Si Je ne saisis pas votre demande, veuillez appuyer sur la touche B, ne fut jamais notre réponse, il nous est arrivé de sombrer dans cette interrogation : comment l’Hebdo-Blog pourrait-il être lu plus aisément, sans que grise mine n’apparaisse chez les collègues rétifs à ces manipulations fastidieuses ? Comment permettre que le génie sorte par éclipses de sa bouteille, que ça se dise et mi-dise, au-delà de notre communauté d’abonnés ? Comment ne pas donner du grain à moudre aux Devos, Bedos et Pierre Dac évoqués par Jacques-Alain Miller dans la notice de Mon enseignement : « On en sait un bout, mais là-dessus, motus, ça se règle entre nous. » ?[1]

Et oui ! Comme vous venez de le lire par le biais d’ECF-Messager, à partir de ce numéro et chaque semaine donc, certains textes choisis par la rédaction seront à la disposition de tous et pourront être lus dans leur intégralité. Un nouveau pas se franchit aujourd’hui.

Si La Lettre mensuelle s’était transformée en Hebdo-Blog en 2014, c’était pour savoir répondre aux appels des palpitations de l’École, des ACF et des CPCT. Au cours de l’année 2015, de nombreux événements importants se profilent : juste après le Congrès de la NLS, c’est la Journée Uforca, le Congrès Pipol, les Journées de l’ECF enfin… et en avril 2016, Rio, le Congrès de l’AMP. Comment accompagner ces grands temps, solliciter et diffuser témoignages, reportages sur le vif en restant dans l’entre soi, sans briser les frontières, sans permettre que nos Dossiers, par exemple, circulent pour un plus grand nombre et Outre-Mer ? Grâce à cette ouverture, vous aurez bientôt accès en un seul clic à un entretien avec le comité de pilotage des J. 45. Twitter et Facebook, ainsi prendront le relais.

Extension/intension.

Nous aurons à mettre en tension la nécessité d’extension de la psychanalyse avec l’intension, la passe, les témoignages cliniques. Les textes qui en sont issus resteront « verouillés » et réservés aux abonnés.

Si la nécessité de prudence concernant la diffusion des cas issus de nos cliniques est donc toujours bien de mise, il semblerait cependant aujourd’hui que ce souci freine la transmission des textes.
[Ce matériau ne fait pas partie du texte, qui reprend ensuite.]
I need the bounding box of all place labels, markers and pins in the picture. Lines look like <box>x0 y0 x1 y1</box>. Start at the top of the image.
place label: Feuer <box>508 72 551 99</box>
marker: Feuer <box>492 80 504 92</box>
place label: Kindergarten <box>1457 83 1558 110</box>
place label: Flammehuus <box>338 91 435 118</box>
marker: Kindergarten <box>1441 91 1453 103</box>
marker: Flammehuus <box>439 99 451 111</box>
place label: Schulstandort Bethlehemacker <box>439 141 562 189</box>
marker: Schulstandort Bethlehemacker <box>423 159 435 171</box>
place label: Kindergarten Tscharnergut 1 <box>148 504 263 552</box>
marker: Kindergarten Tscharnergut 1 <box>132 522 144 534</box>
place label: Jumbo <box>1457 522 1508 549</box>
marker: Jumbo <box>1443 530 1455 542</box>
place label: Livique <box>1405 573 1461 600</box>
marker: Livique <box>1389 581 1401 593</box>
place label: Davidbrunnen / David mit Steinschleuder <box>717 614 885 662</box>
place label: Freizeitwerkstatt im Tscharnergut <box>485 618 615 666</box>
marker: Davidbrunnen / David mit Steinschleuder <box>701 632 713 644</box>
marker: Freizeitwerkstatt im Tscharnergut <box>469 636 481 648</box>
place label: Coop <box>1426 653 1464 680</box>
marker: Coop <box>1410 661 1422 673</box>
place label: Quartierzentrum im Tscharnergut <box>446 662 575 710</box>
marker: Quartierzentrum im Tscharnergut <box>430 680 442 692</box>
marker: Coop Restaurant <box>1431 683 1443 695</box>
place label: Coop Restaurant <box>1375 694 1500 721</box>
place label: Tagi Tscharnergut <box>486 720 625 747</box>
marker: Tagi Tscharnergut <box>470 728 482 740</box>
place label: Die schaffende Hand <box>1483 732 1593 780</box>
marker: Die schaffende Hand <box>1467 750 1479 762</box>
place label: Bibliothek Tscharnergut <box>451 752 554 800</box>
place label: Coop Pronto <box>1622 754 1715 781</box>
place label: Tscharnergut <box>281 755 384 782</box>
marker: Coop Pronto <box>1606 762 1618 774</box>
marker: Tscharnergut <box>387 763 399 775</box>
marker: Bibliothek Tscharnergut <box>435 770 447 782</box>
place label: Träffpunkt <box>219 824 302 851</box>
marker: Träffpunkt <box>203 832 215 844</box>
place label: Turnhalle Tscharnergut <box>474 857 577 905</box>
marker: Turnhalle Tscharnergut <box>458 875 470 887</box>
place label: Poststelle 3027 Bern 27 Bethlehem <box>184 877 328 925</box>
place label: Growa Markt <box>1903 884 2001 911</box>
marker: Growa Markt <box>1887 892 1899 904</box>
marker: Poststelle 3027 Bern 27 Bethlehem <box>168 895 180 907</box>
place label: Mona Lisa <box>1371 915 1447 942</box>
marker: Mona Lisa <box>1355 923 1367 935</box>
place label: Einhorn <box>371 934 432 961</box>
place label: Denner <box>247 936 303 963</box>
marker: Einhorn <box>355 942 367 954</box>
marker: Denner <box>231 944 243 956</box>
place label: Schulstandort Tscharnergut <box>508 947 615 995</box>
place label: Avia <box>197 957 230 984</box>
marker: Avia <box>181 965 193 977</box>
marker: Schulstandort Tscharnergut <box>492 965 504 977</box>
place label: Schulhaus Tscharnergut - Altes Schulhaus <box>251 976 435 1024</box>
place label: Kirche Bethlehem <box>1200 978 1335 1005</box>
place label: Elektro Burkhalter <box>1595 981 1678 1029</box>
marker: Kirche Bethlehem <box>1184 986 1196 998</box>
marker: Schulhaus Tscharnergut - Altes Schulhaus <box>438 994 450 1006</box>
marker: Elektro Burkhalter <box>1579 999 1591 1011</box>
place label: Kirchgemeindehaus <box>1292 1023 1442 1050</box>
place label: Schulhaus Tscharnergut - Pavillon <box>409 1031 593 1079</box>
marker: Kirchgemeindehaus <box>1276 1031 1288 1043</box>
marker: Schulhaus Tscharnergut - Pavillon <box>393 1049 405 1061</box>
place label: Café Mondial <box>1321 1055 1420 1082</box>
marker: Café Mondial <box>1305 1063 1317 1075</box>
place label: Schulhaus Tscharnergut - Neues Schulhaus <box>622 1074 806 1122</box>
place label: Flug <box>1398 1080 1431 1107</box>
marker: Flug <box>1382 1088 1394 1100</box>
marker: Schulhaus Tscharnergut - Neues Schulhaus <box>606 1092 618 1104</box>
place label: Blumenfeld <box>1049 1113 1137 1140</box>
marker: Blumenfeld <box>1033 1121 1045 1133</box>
Insistons donc : l’Hebdo-Blog est la revue de l’ECF, de l’ACF et des CPCT. L’HB tient à pouvoir témoigner de la spécificité de l’orientation lacanienne par la transmission de cas, et à donner une place à cette pratique inédite issue de la création des CPCT et le format de l’Hebdo-Blog n’empêche en rien l’envoi de textes riches, enseignants, percutants.

Jacques Lacan, à Rome, le 29 octobre 1974, ne nous engageait-il pas, afin que nos écrits soient lisibles et circulent amplement, à serrer, à faire « des choses un peu serrées, serrées autour d’un point tout à fait précis qui est ce que j’appelle le symptôme à savoir ce qui ne va pas » ? [2]

[1] Lacan J., Notice, de J.-A Miller, Mon enseignement, Seuil, p.7. [2] Lacan J., Le triomphe de la religion, Seuil, p. 87.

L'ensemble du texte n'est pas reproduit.